Since that time, we assembled a working group that published Developmental Pathways to Trans Inclusion on College Campuses, completed the Leadership Pathways process and still have many of the recommendations of that team to implement. We then repeated the GDIB one year later. Our scores improved slightly. Frustrating, but true.
Past-President Donna Lee convened a Governing Board and Assembly retreat in November 2016 and at its conclusion, the Strategic Imperative for Racial Justice was adopted and updated to include Decolonization in July 2017. Launching this Imperative has not been a seamless process for any of us and there is a creative tension in our midst that can serve us well if we bring our whole and willing selves to the work.
Third, we need leadership throughout every part of our Association—Governing Board, Assembly, Commissions, Coalitions, Communities of Practice, States, Networks to buy in to changing the paradigm from where we are to one where diversity, equity and inclusion are hard-wired into the business case of our Association.
Last year, ACPA was invited to provide input to the AGB Board of Directors’ Statement on Campus Climate, Inclusion, and Civility, and I am proud of several of the key questions we were able to bring forward.
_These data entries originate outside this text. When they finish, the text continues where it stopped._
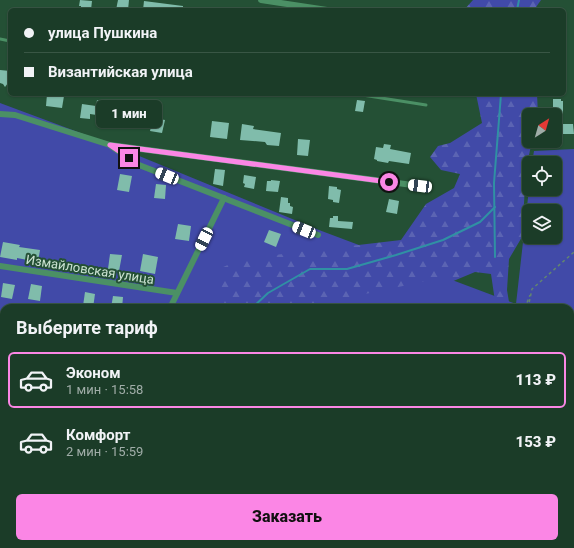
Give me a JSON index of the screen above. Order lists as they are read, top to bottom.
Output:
{
  "streets": {
    "street": ["Измайловская улица"]
  },
  "north": "top right",
  "page": {
    "banner": ["улица Пушкина", "Византийская улица"],
    "bubble": "1 мин",
    "heading": "Выберите тариф",
    "list": [
      {
        "name": "Эконом",
        "note": "1 мин · 15:58",
        "value": "113 ₽"
      },
      {
        "name": "Комфорт",
        "note": "2 мин · 15:59",
        "value": "153 ₽"
      }
    ],
    "buttons": "Заказать"
  }
}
Most important, “Are diversity and inclusion initiatives directly tied to the mission and strategic goals of the institution?” I am also proud of the fact that ACPA has asked itself this question and responded affirmatively. Now we have to “put meat on the bones.”
Fourth, we need the ability to talk openly and directly (not via social media) with one another about high stakes, emotional, controversial topics as a means to increase our resiliency and strength.
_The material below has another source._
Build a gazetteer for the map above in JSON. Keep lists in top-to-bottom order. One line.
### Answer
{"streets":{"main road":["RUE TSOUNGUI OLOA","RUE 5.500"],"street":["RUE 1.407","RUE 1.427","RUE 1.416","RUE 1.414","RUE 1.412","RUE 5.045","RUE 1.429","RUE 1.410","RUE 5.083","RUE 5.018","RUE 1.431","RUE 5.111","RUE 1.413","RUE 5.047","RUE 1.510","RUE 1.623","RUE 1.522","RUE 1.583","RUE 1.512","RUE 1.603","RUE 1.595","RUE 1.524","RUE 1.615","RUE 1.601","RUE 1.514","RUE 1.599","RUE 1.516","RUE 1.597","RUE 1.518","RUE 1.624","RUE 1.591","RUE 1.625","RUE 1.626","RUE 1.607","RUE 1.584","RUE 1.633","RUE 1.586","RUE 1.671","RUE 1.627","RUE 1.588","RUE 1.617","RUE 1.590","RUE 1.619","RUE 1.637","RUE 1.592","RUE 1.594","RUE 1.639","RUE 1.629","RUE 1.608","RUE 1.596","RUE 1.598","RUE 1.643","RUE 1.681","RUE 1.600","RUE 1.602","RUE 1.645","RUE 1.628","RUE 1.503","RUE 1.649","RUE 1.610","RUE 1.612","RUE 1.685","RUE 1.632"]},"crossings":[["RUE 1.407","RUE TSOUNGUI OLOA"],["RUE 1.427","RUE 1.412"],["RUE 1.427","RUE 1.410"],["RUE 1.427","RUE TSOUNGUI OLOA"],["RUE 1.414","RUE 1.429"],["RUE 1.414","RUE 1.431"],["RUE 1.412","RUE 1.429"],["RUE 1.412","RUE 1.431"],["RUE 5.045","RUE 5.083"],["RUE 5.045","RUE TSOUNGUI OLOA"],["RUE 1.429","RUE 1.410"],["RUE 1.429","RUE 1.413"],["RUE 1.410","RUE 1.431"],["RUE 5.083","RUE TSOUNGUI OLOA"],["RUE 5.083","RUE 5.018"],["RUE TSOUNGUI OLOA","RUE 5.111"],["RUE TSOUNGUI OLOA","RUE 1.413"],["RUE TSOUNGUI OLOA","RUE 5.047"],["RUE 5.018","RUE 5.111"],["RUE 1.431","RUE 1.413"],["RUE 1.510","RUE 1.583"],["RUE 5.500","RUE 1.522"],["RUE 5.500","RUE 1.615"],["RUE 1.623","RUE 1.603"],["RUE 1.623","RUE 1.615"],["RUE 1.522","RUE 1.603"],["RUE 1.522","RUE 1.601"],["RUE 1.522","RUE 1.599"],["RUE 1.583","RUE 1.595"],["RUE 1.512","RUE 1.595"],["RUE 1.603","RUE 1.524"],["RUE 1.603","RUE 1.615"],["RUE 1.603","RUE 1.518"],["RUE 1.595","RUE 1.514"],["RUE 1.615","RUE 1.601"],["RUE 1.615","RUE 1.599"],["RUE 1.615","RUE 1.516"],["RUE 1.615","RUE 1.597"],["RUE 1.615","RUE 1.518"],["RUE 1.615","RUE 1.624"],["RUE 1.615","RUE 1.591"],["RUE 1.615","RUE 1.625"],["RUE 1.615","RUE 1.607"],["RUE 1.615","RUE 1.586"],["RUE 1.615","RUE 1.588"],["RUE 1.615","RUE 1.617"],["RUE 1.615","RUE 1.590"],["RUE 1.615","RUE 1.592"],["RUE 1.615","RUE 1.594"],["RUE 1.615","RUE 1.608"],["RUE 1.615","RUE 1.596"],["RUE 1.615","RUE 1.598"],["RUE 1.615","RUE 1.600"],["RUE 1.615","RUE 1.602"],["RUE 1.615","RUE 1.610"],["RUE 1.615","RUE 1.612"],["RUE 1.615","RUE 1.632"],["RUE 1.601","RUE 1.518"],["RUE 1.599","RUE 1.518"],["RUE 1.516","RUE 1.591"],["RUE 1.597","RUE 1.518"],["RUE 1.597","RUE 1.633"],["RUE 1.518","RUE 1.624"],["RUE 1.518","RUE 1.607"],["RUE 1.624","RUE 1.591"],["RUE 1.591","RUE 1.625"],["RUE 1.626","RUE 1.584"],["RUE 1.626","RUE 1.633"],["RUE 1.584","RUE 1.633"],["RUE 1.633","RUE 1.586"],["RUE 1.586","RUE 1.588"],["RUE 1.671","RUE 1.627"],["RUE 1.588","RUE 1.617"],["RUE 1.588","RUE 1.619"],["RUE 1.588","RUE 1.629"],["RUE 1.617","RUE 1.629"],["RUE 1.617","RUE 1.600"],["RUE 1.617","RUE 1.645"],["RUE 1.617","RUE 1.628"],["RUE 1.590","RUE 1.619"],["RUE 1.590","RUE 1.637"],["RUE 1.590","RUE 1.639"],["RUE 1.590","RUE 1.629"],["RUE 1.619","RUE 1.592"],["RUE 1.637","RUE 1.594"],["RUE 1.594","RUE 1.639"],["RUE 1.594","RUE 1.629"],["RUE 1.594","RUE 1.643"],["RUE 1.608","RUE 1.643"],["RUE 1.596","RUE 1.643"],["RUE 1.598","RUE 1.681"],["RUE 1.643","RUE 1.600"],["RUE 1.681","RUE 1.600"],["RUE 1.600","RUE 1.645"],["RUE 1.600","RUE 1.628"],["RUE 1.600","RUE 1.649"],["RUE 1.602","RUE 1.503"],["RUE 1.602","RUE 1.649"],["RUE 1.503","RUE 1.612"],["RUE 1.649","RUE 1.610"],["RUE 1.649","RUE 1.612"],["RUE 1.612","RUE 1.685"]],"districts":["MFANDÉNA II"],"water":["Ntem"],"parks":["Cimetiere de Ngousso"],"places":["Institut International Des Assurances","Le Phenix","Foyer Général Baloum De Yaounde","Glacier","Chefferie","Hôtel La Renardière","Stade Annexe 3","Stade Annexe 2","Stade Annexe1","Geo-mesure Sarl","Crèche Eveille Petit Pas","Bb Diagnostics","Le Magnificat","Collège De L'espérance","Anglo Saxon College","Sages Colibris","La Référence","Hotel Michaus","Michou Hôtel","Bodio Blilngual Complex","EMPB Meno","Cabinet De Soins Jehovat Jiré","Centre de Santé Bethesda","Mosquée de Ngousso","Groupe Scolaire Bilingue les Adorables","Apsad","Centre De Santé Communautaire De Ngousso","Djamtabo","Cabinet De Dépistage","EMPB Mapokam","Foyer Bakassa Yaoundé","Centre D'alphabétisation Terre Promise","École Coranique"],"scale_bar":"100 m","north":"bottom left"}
Fifth, and finally, we need the central organizing principle of everything we do to be the realization of human dignity. This will take mutual respect, civility, mercy and grace.
I know of very few organizations as willing as ACPA – College Student Educators International to call out what is not working within our own organization as well as higher education, to do the rigorous research required to identify ways to improve, to translate that scholarship into practice, to share and mentor students. These are our strengths.
Our fragility emerges when we do all of these things and fail to extend civility, mercy and grace to one another. We are not alone in this failure, perhaps comforting to some and a complete frustration to others. This difference in perception can become another way in which we silo ourselves and I believe this is what we must avoid if we really want to bring our vision to fruition.
References
Astin, A. W., & Astin, H. S. (2015). Achieving equity in higher education: The unfinished agenda. Journal of College and Character, 16(2), 65-74. http://dx.doi.org/10.1080/2194587X.2015.1024799
Cabrera, N. L., Franklin, J. D., & Watson, J. S. (2017). Whiteness in higher education: The invisible missing link in diversity and racial analyses. Hoboken, NJ: Wiley.
Dugan, J. P. (2011). Advancing inclusive and learning-centered practice: Redesigning student affairs work. In P. Magolda, & M. B. Baxter Magolda (Eds.), Contested issues in student affairs: Diverse perspectives and respectful dialogue (pp. 394-406). Sterling, VA: Stylus
Incite. (Eds.). (2017). The revolution will not be funded: Beyond the nonprofit industrial complex. Durham, NC: Duke University Press.
Magolda, P. M., & Baxter Magolda, M. B. (2011). Contested issues in student affairs: Diverse perspectives and respectful dialogue. Sterling, VA: Stylus Publishing.